The Null Device

Con-Dem nation

Britain has a new government: it's a coalition between the Tories (cue spitting) and the Lib Dems. The latter had been in talks with Labour about forming a coalition (along with a number of smaller parties, such as the Greens, Plaid Cymru and possibly the Scottish National Party), but the deal apparently was scuppered by elements of the Labour Party deciding to veto it (presulably calculating that, during the upcoming years of austerity, they'd be better served being in opposition, and by encouraging a myth of the Lib Dems' perfidious betrayal of the progressive cause, they'd claim the left-wing vote for themselves come next election). Anyway, the Lib Dems get a few cabinet seats, and a referendum on replacing the grotesquely unfair first-past-the-post voting system with the somewhat less unfair alternative vote system, as used in Australia. (Proportional Representation is out of the question in the lower house, though there is talk about a fully elected House of Lords, so we may possibly get proportional representation there; again, like in Australia.)
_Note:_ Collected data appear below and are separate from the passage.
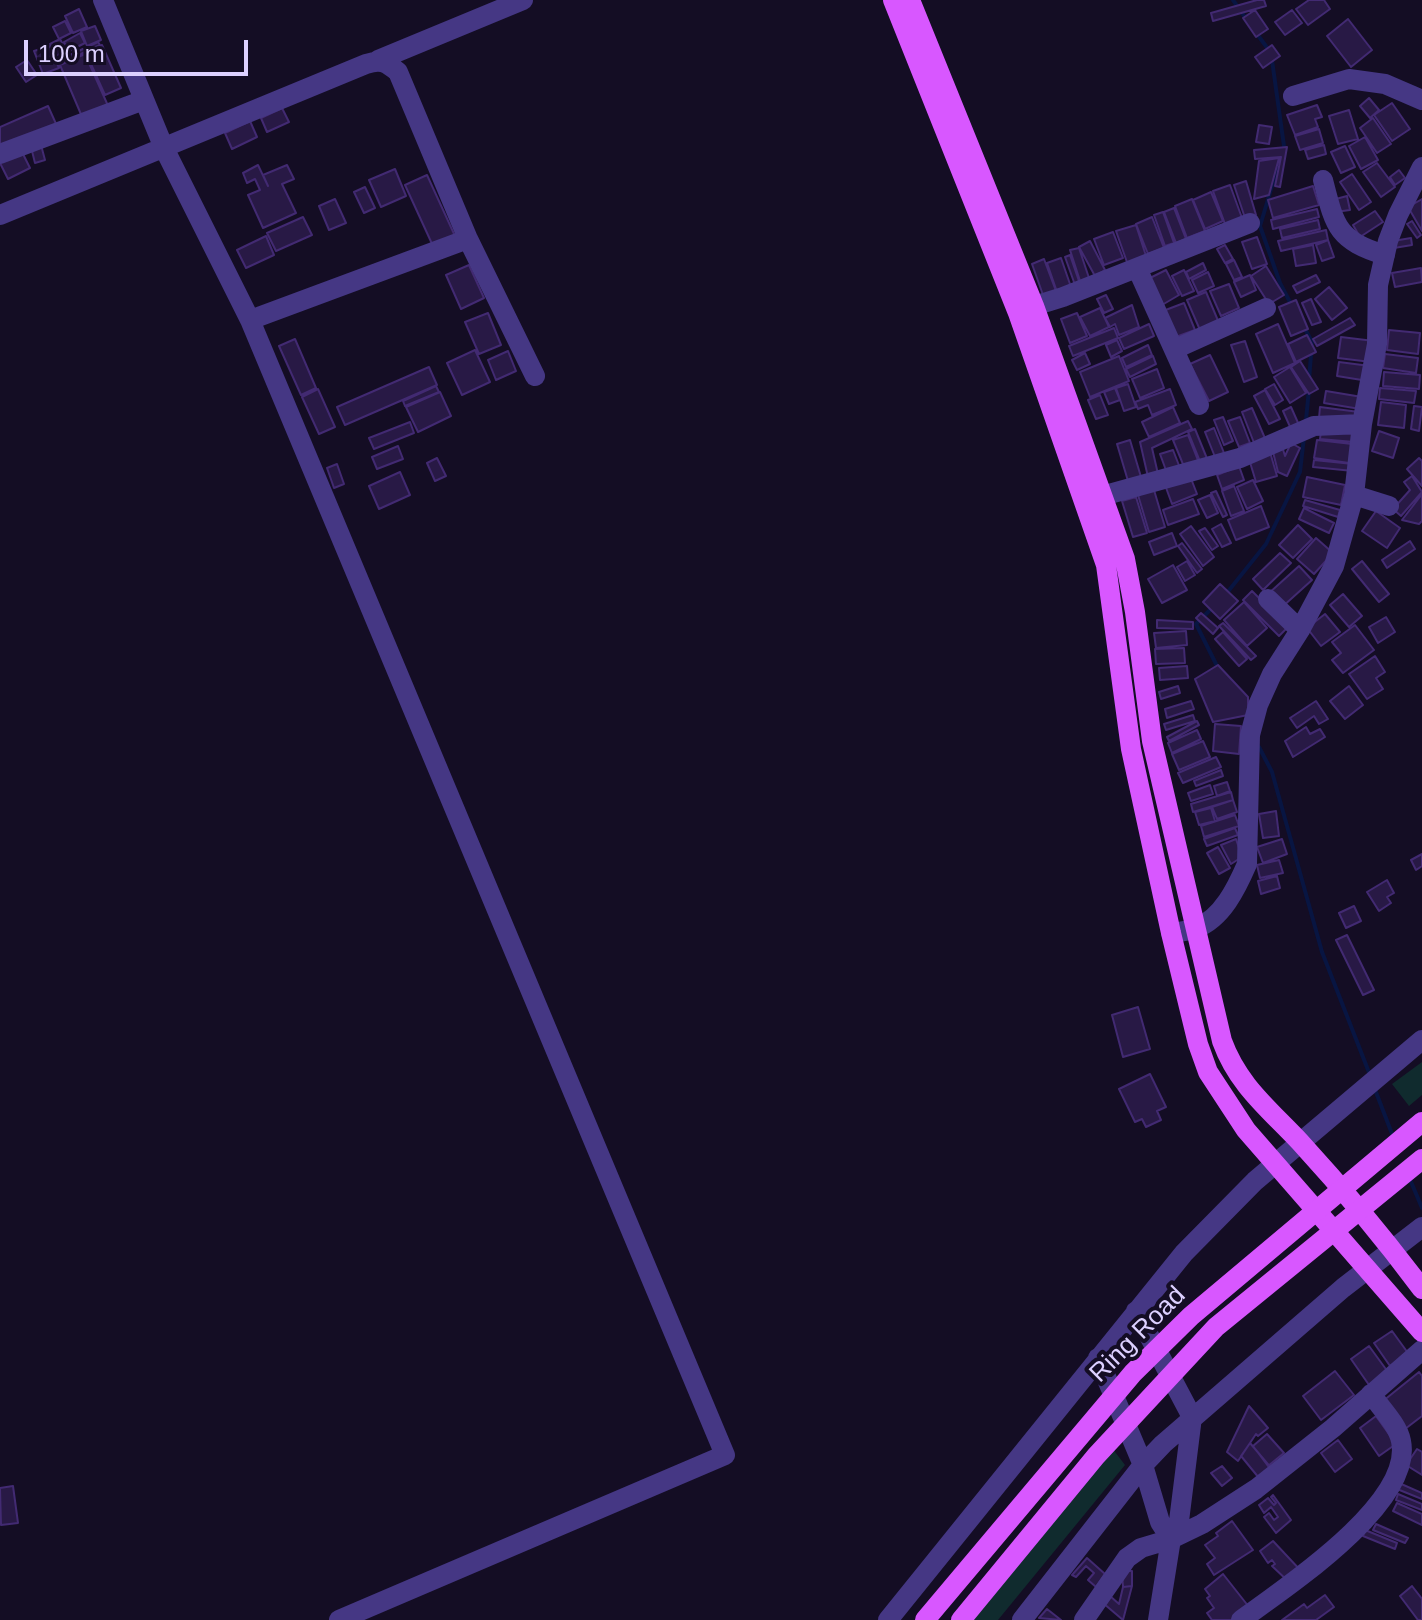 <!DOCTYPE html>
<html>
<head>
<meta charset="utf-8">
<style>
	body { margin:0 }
	#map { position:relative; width:1422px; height:1620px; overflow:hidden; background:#140d24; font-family:Arial,sans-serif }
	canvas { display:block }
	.scale { position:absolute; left:24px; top:40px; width:224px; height:36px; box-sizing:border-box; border:4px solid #dcd0ff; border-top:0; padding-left:10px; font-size:24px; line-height:28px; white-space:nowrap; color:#dcd0ff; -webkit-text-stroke:6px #140d24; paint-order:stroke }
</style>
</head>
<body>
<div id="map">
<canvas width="1422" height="1620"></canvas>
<div class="scale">100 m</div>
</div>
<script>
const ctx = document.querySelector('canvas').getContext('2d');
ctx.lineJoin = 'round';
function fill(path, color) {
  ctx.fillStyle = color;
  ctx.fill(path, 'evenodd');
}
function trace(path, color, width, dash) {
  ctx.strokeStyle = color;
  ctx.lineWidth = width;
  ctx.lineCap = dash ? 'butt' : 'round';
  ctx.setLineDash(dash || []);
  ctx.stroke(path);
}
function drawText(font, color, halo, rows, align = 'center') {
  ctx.font = font + ' Arial,sans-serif';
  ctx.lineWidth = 8;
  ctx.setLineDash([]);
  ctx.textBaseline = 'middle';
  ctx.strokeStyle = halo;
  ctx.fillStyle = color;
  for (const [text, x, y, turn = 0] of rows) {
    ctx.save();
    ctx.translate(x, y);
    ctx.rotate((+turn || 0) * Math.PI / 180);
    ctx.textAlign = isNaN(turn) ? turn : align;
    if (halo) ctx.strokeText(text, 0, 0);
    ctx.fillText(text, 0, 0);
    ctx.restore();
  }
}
const green = new Path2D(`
	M1422,1062V1095L1409,1106L1392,1084Z
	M1106,1440L1125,1465L998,1620H966Z`);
const stream = new Path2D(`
	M1233,0L1247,20
	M1257,34L1271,53L1284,146L1260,226L1280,283L1292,306
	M1304,327L1312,342L1309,380
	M1306,420L1309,389
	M1226,594L1266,544L1300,472L1304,437
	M1214,606L1196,624L1218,668
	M1259,747L1272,772L1322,952L1370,1075
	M1374,1087L1394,1139
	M1409,1177L1422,1208`);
const building = new Path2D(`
	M1257,0H1264L1266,6L1213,21L1211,13Z
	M1309,0H1324L1330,9L1308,25L1296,9Z
	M79,9L87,27L73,33L65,16Z
	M1255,10L1268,29L1256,37L1243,18Z
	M1292,10L1302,23L1285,35L1275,22Z
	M1348,19L1372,50L1351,67L1327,36Z
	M65,21L71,33L59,39L53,27Z
	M95,26L101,40L87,46L81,31Z
	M80,33L85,43L69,51L64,42Z
	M60,39L66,50L56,56L50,44Z
	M98,42L100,45L60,64L59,60Z
	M102,45L121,88L105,95L86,53Z
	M1272,45L1280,56L1263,68L1255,57Z
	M50,46L59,68L43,74L34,51Z
	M85,54L109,108L83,119L60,65Z
	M27,60L37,75L26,82L16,67Z
	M1369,98L1379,110L1370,118L1360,106Z
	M1392,103L1410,129L1392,141L1374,115Z
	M1317,105L1322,117L1315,119L1318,127L1295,135L1287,115Z
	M48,106L57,126L0,151V127Z
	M282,108L289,122L267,132L261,118Z
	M1349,110L1358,139L1338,144L1329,116Z
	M1373,118L1391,144L1377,153L1360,128Z
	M250,121L257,137L232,149L225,133Z
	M1259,125L1272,127L1269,144L1256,142Z
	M1319,129L1323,143L1300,150L1295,136Z
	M1365,137L1378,160L1361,169L1349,146Z
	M41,145L45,160L35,163L31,147Z
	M1324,145L1326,154L1308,159L1305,150Z
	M1345,146L1355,167L1341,173L1331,152Z
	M1287,147L1280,187L1275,186L1281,157L1255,159L1254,150Z
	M21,150L30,168L8,179L0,163Z
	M1279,158L1269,195L1254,199L1259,161Z
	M1377,163L1395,187L1381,197L1363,172Z
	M258,165L268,186L263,175L287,165L294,179L282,184L296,213L263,228L248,195L260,190L255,179L247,183L243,173Z
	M395,169L406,196L381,207L369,180Z
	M1399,170L1405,178L1395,185L1390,177Z
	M1352,174L1371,202L1359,210L1340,182Z
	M427,175L455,236L433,246L405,185Z
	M1246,181L1256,215L1245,218L1234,185Z
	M1230,185L1242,218L1225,224L1213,191Z
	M1313,186L1319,205L1273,218L1268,200Z
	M365,187L375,208L364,213L354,192Z
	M1211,192L1223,221L1205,229L1193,200Z
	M1347,196L1350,210L1335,212L1332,200Z
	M335,199L346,223L329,230L319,206Z
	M1192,199L1205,231L1187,238L1175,206Z
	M1422,199V231L1408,207Z
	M1174,208L1186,239L1176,243L1164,212Z
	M1317,209L1319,217L1273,229L1271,220Z
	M1375,211L1383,222L1360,237L1353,225Z
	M1163,212L1174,243L1165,246L1154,215Z
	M303,217L312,235L276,251L267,233Z
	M1152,217L1164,248L1148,254L1136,224Z
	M1318,220L1320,229L1282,238L1280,229Z
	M1412,221L1421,235L1417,238L1407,224Z
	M1136,225L1147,259L1128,265L1116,231Z
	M1326,230L1328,240L1281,251L1278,241Z
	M1113,232L1123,258L1104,265L1094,239Z
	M266,236L274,255L246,268L237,250Z
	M1257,237L1267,264L1252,269L1242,242Z
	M1411,238L1412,245L1394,248L1393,241Z
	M1328,240L1334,257L1322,261L1316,245Z
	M1090,241L1105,270L1095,276L1079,247Z
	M1225,245L1233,259L1225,263L1217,249Z
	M1313,245L1316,263L1296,266L1293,249Z
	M1079,248L1090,281L1081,284L1070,250Z
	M1070,255L1080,284L1075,285L1065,257Z
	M1061,258L1071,287L1057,292L1047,263Z
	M1044,259L1056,291L1043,295L1032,264Z
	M1234,260L1242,277L1234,280L1226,264Z
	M1203,263L1206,270L1189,279L1186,272Z
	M469,265L484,298L461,309L446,275Z
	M1266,266L1284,295L1269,304L1251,276Z
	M1421,268L1422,282L1395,287L1392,273Z
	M1166,270L1179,295L1162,305L1148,279Z
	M1184,270L1194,291L1182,296L1172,276Z
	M1208,272L1214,286L1198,293L1192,280Z
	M1250,275L1256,290L1241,297L1234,282Z
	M1316,275L1320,282L1297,293L1293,286Z
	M1229,284L1239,308L1221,316L1210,291Z
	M1329,287L1347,308L1332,320L1315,299Z
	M1206,292L1219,323L1200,330L1187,300Z
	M1106,295L1113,309L1104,313L1097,299Z
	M1311,299L1321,322L1312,325L1302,303Z
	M1296,300L1308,329L1291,336L1279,307Z
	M1184,303L1195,330L1173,338L1163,311Z
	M1132,305L1139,327L1119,335L1115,324L1110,327L1105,318Z
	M1100,308L1109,327L1090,336L1080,317Z
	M488,313L501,345L479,354L465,322Z
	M1077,313L1087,336L1070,343L1061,319Z
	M1350,318L1355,325L1317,346L1313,339Z
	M1149,324L1154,336L1124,349L1119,338Z
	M1278,324L1295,363L1273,373L1256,334Z
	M1114,328L1118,338L1073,356L1069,346Z
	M1389,330L1420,333L1418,354L1387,350Z
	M1307,335L1316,352L1296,362L1288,344Z
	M1341,337L1374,341L1371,362L1338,358Z
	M295,339L316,388L301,395L279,346Z
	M1117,340L1122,351L1111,357L1106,345Z
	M1245,341L1257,377L1244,382L1231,345Z
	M1148,345L1152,355L1126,367L1122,358Z
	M475,350L490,382L462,395L447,363Z
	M508,351L516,371L496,380L488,360Z
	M1085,353L1090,364L1077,370L1072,360Z
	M1385,354L1418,358L1416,373L1383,368Z
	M1210,355L1228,392L1209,401L1190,364Z
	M1119,356L1129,381L1090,397L1080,372Z
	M1153,356L1156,364L1130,377L1126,369Z
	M1300,361L1318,389L1309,394L1291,367Z
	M1339,362L1370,366L1368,381L1337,376Z
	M429,367L437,385L345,425L337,407Z
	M1290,367L1306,393L1290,403L1274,377Z
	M1157,369L1164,388L1140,398L1132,379Z
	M1384,372L1420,375L1419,389L1383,386Z
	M1128,384L1136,407L1124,411L1116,388Z
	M1274,384L1283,400L1275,405L1265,389Z
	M436,386L439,392L405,406L403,401Z
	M1115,388L1120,400L1109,404L1104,392Z
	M1380,388L1416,391L1414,403L1379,399Z
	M318,389L335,427L319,434L302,397Z
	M1170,389L1176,405L1152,415L1148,405L1138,409L1135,402Z
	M1265,390L1280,419L1269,424L1254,396Z
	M1326,391L1362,397L1360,409L1324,403Z
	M440,392L451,416L418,432L406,407Z
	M1100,395L1108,415L1096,419L1088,400Z
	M1381,402L1406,405L1404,428L1378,425Z
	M1414,406L1422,407L1419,431L1411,429Z
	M1173,407L1180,423L1149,437L1142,422Z
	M1291,407L1299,425L1291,429L1283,411Z
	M1320,407L1359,412L1358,422L1319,418Z
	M1252,408L1267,443L1256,448L1242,412Z
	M1223,417L1233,441L1224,445L1214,420Z
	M1240,417L1250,443L1239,447L1228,421Z
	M1188,421L1192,429L1152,448L1158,474L1148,477L1140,442Z
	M410,422L414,433L374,449L369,438Z
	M1214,428L1224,453L1215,457L1205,432Z
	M1195,429L1208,461L1201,464L1188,432Z
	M1321,431L1355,434L1354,442L1320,439Z
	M1379,431L1399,438L1393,458L1372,451Z
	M1188,435L1199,463L1185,469L1173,440Z
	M1130,440L1141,477L1128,481L1117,444Z
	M1317,440L1352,444L1349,463L1314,458Z
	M1291,443L1300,448L1287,476L1278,472L1272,448L1282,446L1285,456Z
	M398,446L403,459L377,469L372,457Z
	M1173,450L1180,468L1167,473L1160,454Z
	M1270,452L1277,476L1256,482L1249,459Z
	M437,458L446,476L435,481L427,463Z
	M1419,458L1422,461V486L1407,469Z
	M1314,460L1353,464V471L1313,467Z
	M337,464L344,484L334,488L327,468Z
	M1239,466L1244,480L1222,489L1217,475Z
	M400,472L410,495L379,509L369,486Z
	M1190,476L1197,494L1172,504L1165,485Z
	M1412,476L1422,492L1401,516L1393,509L1410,490L1404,482Z
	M1307,477L1345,485L1341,505L1303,497Z
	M1253,480L1263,501L1247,509L1237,487Z
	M1234,486L1244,511L1231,516L1222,491Z
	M1154,490L1165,527L1149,532L1138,495Z
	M1216,491L1227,515L1223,517L1211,493Z
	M1422,494V521L1419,524L1402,520Z
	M1210,495L1218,513L1207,518L1198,500Z
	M1136,497L1147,533L1133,537L1122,501Z
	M1193,499L1199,514L1168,525L1163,510Z
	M1305,500L1340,510L1338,517L1303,506Z
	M1261,506L1269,527L1236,540L1228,520Z
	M1304,508L1334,523L1329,533L1299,519Z
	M1376,511L1400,528L1387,548L1362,531Z
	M1221,524L1231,543L1222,547L1212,529Z
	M1298,525L1312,539L1293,558L1279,545Z
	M1191,526L1214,557L1203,566L1180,534Z
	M1205,528L1218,546L1212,550L1199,531Z
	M1172,533L1177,546L1154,555L1149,542Z
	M1316,538L1333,553L1314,574L1297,559Z
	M1410,541L1415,549L1387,568L1382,560Z
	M1182,543L1202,569L1197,573L1178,546Z
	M1280,553L1291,563L1263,590L1253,579Z
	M1187,561L1195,575L1185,581L1177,567Z
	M1362,561L1389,594L1379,602L1352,569Z
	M1173,565L1187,590L1162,603L1148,579Z
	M1299,566L1312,580L1281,608L1268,594Z
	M1220,584L1238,601L1220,619L1203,602Z
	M1252,591L1288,627L1279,636L1243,600Z
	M1343,594L1362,616L1349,627L1330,605Z
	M1244,602L1267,628L1247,646L1224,620Z
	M1201,613L1218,628L1213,634L1196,618Z
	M1325,614L1340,632L1321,646L1307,628Z
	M1386,617L1395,632L1378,643L1369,627Z
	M1157,620L1193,622V629L1157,628Z
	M1223,623L1256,656L1251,660L1219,626Z
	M1355,625L1374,650L1343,673L1332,660L1341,653L1332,642Z
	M1186,631L1187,645L1156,648L1154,633Z
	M1223,632L1247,659L1239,666L1215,639Z
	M1184,648L1185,663L1156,664L1155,649Z
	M1375,656L1385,672L1376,678L1383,689L1367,699L1349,674Z
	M1218,665L1248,697V715L1213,722L1195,679Z
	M1187,666L1188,678L1160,680L1159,668Z
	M1178,686L1180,693L1161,699L1159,692Z
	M1349,686L1363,705L1345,719L1330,701Z
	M1191,701L1194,709L1167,718L1165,709Z
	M1316,701L1328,719L1319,724L1314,716L1297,728L1290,718Z
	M1193,715L1195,721L1166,730L1164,724Z
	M1197,721L1199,725L1169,741L1167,737Z
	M1215,724L1241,726L1239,754L1213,751Z
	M1306,727L1310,734L1320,729L1325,737L1293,757L1285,741Z
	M1197,730L1201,739L1172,753L1168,743Z
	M1203,741L1210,757L1179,770L1172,754Z
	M1216,757L1221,767L1183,783L1178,773Z
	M1221,770L1223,776L1196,786L1194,781Z
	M1227,782L1230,791L1217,796L1214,786Z
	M1210,785L1213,794L1191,801L1188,793Z
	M1231,792L1233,800L1193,812L1191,804Z
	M1233,800L1237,812L1217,819L1212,807Z
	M1211,808L1215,821L1199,825L1195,812Z
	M1276,811L1279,836L1263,838L1259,814Z
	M1235,815L1239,826L1204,837L1201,826Z
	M1235,828L1238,835L1207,846L1204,839Z
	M1236,839L1242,857L1231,864L1221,845Z
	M1282,839L1287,854L1263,863L1257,847Z
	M1218,847L1230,868L1219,874L1207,853Z
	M1422,854V866L1416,870L1411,860Z
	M1279,860L1283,873L1260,878L1257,865Z
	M1277,876L1280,888L1261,894L1258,881Z
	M1387,880L1394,893L1387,897L1391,903L1379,911L1367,892Z
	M1354,906L1361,921L1346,928L1339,913Z
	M1347,935L1374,990L1363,995L1336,940Z
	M1138,1007L1150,1049L1123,1057L1112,1015Z
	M1150,1074L1166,1107L1157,1111L1161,1120L1146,1127L1142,1119L1135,1122L1119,1089Z
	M1392,1331L1408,1353L1390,1366L1374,1343Z
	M1369,1346L1388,1372L1369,1385L1351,1359Z
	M1335,1371L1354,1395L1321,1420L1303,1396Z
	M1419,1372L1422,1376V1416L1405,1429L1383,1401Z
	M1249,1406L1268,1428L1258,1436L1256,1434L1238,1461L1227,1452Z
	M1376,1416L1396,1444L1379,1456L1360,1428Z
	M1267,1434L1284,1453L1268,1466L1253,1446Z
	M1338,1440L1352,1459L1335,1472L1321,1453Z
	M1250,1443L1272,1469L1259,1478L1241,1456Z
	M1417,1449L1422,1452V1475L1406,1465Z
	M1222,1466L1232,1478L1222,1486L1211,1473Z
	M1399,1483L1422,1493V1499L1397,1489Z
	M13,1486L18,1523L1,1525L0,1488Z
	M1398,1494L1422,1504V1510L1396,1500Z
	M1273,1495L1291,1520L1276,1533L1264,1517L1269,1513L1274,1520L1278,1517L1271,1507L1264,1513L1259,1505L1268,1498L1274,1505L1276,1503L1271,1497Z
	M1397,1503L1422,1514V1525L1393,1511Z
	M1232,1521L1253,1550L1214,1575L1207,1564L1215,1558L1205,1545L1218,1536L1216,1533Z
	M1376,1524L1408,1538L1405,1543L1373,1530Z
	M1365,1530L1397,1543L1395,1549L1363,1536Z
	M1273,1541L1302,1572L1290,1583L1272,1566L1275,1564L1272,1560L1268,1563L1260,1551Z
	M1087,1558L1105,1574L1096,1587L1088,1580L1094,1573L1086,1566L1076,1577L1072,1575Z
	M1122,1571H1132V1586L1123,1587Z
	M1223,1574L1249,1607L1232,1620H1212L1207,1613L1214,1608L1207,1598L1210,1596L1205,1589Z
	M1132,1586L1123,1620L1103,1603L1110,1596L1119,1604L1123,1587Z
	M1412,1586L1422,1599V1620H1418L1400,1596Z
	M1325,1595L1334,1607L1316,1620H1282L1304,1604L1307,1608Z
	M1047,1609L1061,1620L1039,1618Z`);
const minor = new Path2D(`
	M103,0L164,148L250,320L725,1455L339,1620
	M378,60L523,0
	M1293,96L1349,79L1385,84L1422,100
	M0,154L144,100
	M1323,180C1335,227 1337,240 1385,255
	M0,215L366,64C381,59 386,62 398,72L468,239L250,320
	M468,239L535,376
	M1137,268L1199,405
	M1034,306L1063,297L1250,223
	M1175,349L1266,308
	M1354,495L1389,506
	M1102,496L1240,458L1314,426L1362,424
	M1268,599L1300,630
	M1171,933C1179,932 1189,931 1196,928C1222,919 1237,887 1247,864L1250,735L1258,705L1272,674L1300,630L1334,566L1354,495L1362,424L1377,344L1378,285L1388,241L1398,215L1422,167
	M1136,1311L1192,1417L1179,1521L1171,1539L1158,1620
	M1098,1358L1143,1465L1160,1522L1171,1539
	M888,1620L1184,1253L1255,1181L1422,1040
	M1022,1620L1143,1465L1163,1444L1343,1288L1422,1227
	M1084,1620L1127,1558L1141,1548L1171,1539L1202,1524L1256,1489L1333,1428L1422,1350
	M1241,1620C1285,1588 1414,1503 1401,1441C1398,1425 1381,1408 1371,1394`);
const major = new Path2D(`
	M893,0L1018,313L1106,565L1131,749L1171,933L1198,1044L1208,1072L1246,1130L1422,1332
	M910,0L1034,306L1125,559L1135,612L1152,741L1222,1041C1238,1085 1268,1108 1300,1142C1343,1189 1384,1238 1422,1289`);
const majorBridge = new Path2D(`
	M925,1620L1133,1373L1191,1316L1422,1122
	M961,1620L1096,1456L1216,1327L1422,1159`);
const streetNames = [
	["Ring Road",1138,1335,-45]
];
fill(green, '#102b2e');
trace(stream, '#081542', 4);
fill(building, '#281945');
trace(building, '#422a72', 2);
trace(minor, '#453784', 20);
trace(major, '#d857ff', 20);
trace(majorBridge, '#d857ff', 20);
drawText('26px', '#dcd0ff', '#140d24', streetNames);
</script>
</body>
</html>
Interestingly enough, Charlie Stross (who really dislikes the Tories) is oddly sanguine about the coalition:

All in all ...We've got a government that, for the first time since the 1930s, more than 50% of the voters voted for. There are a lot of positive policies here, on civil liberties and constitutional reform. There are some stinkers, but fewer than I expected. There is also a systemic weakness, insofar as the extreme fringe of either of the coalition parties have the ability to take down the government. So we're probably going to see lots of compromises. In particular, I'm hoping the Liberal Democrats act as an effective brake on the Conservatives (who I fear are capable of behaving much like Stephen Harper's Canadian tories if governing on their own).